Dataset entries
╔══

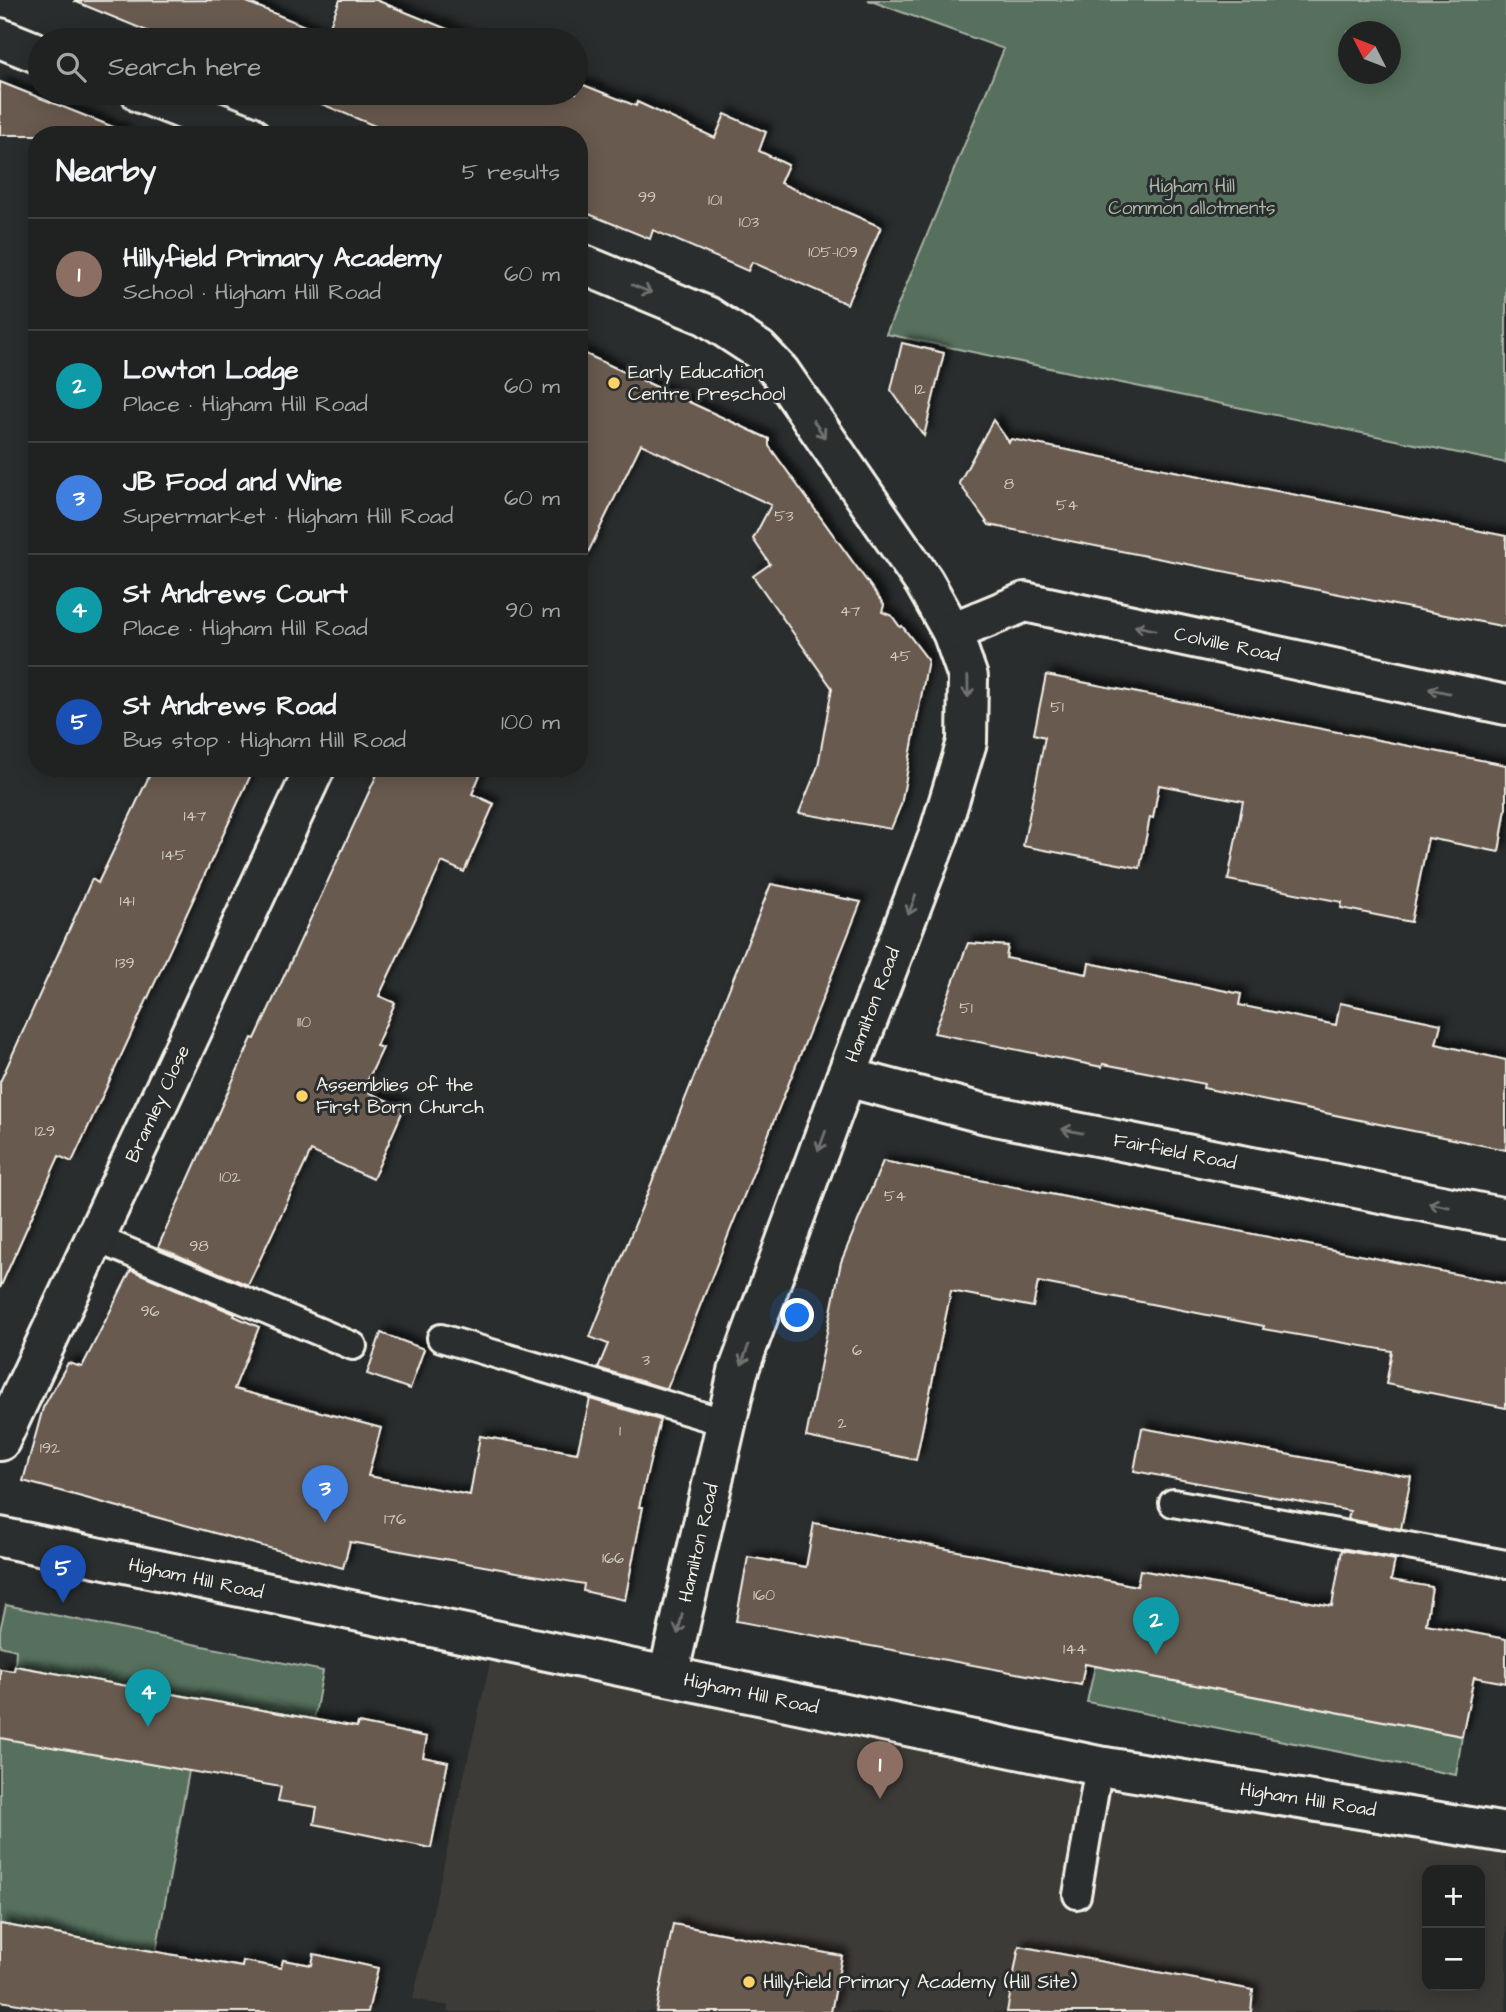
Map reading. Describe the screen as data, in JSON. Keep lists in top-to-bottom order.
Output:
{
  "streets": {
    "street": [
      "Colville Road",
      "Hamilton Road",
      "Bramley Close",
      "Fairfield Road",
      "Higham Hill Road"
    ]
  },
  "crossings": [
    ["Colville Road", "Hamilton Road"],
    ["Hamilton Road", "Fairfield Road"],
    ["Hamilton Road", "Higham Hill Road"]
  ],
  "one_way": ["Colville Road", "Hamilton Road", "Fairfield Road"],
  "parks": ["Higham Hill Common allotments"],
  "places": ["Early Education Centre Preschool", "Assemblies of the First Born Church", "Hillyfield Primary Academy (Hill Site)"],
  "house_numbers": [
    "99",
    "101",
    "103",
    "105-109",
    "12",
    "8",
    "54",
    "53",
    "47",
    "45",
    "51",
    "147",
    "145",
    "141",
    "139",
    "51",
    "110",
    "129",
    "102",
    "54",
    "98",
    "96",
    "6",
    "3",
    "2",
    "1",
    "192",
    "176",
    "166",
    "160",
    "144"
  ],
  "north": "top left",
  "page": {
    "search": "Search here",
    "heading": ["Nearby", "5 results"],
    "list": [
      {
        "mark": "1",
        "name": "Hillyfield Primary Academy",
        "note": "School · Higham Hill Road",
        "value": "60 m"
      },
      {
        "mark": "2",
        "name": "Lowton Lodge",
        "note": "Place · Higham Hill Road",
        "value": "60 m"
      },
      {
        "mark": "3",
        "name": "JB Food and Wine",
        "note": "Supermarket · Higham Hill Road",
        "value": "60 m"
      },
      {
        "mark": "4",
        "name": "St Andrews Court",
        "note": "Place · Higham Hill Road",
        "value": "90 m"
      },
      {
        "mark": "5",
        "name": "St Andrews Road",
        "note": "Bus stop · Higham Hill Road",
        "value": "100 m"
      }
    ],
    "pins": [
      "3",
      "5",
      "2",
      "4",
      "1"
    ],
    "map_buttons": ["+", "−"]
  }
}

╚══

Description of the task ::
All of the records above should be reproduced exactly, with the pictures left out.

Answer for the task ::
Map reading. Describe the screen as data, in JSON. Keep lists in top-to-bottom order.
Output:
{
  "streets": {
    "street": [
      "Colville Road",
      "Hamilton Road",
      "Bramley Close",
      "Fairfield Road",
      "Higham Hill Road"
    ]
  },
  "crossings": [
    ["Colville Road", "Hamilton Road"],
    ["Hamilton Road", "Fairfield Road"],
    ["Hamilton Road", "Higham Hill Road"]
  ],
  "one_way": ["Colville Road", "Hamilton Road", "Fairfield Road"],
  "parks": ["Higham Hill Common allotments"],
  "places": ["Early Education Centre Preschool", "Assemblies of the First Born Church", "Hillyfield Primary Academy (Hill Site)"],
  "house_numbers": [
    "99",
    "101",
    "103",
    "105-109",
    "12",
    "8",
    "54",
    "53",
    "47",
    "45",
    "51",
    "147",
    "145",
    "141",
    "139",
    "51",
    "110",
    "129",
    "102",
    "54",
    "98",
    "96",
    "6",
    "3",
    "2",
    "1",
    "192",
    "176",
    "166",
    "160",
    "144"
  ],
  "north": "top left",
  "page": {
    "search": "Search here",
    "heading": ["Nearby", "5 results"],
    "list": [
      {
        "mark": "1",
        "name": "Hillyfield Primary Academy",
        "note": "School · Higham Hill Road",
        "value": "60 m"
      },
      {
        "mark": "2",
        "name": "Lowton Lodge",
        "note": "Place · Higham Hill Road",
        "value": "60 m"
      },
      {
        "mark": "3",
        "name": "JB Food and Wine",
        "note": "Supermarket · Higham Hill Road",
        "value": "60 m"
      },
      {
        "mark": "4",
        "name": "St Andrews Court",
        "note": "Place · Higham Hill Road",
        "value": "90 m"
      },
      {
        "mark": "5",
        "name": "St Andrews Road",
        "note": "Bus stop · Higham Hill Road",
        "value": "100 m"
      }
    ],
    "pins": [
      "3",
      "5",
      "2",
      "4",
      "1"
    ],
    "map_buttons": ["+", "−"]
  }
}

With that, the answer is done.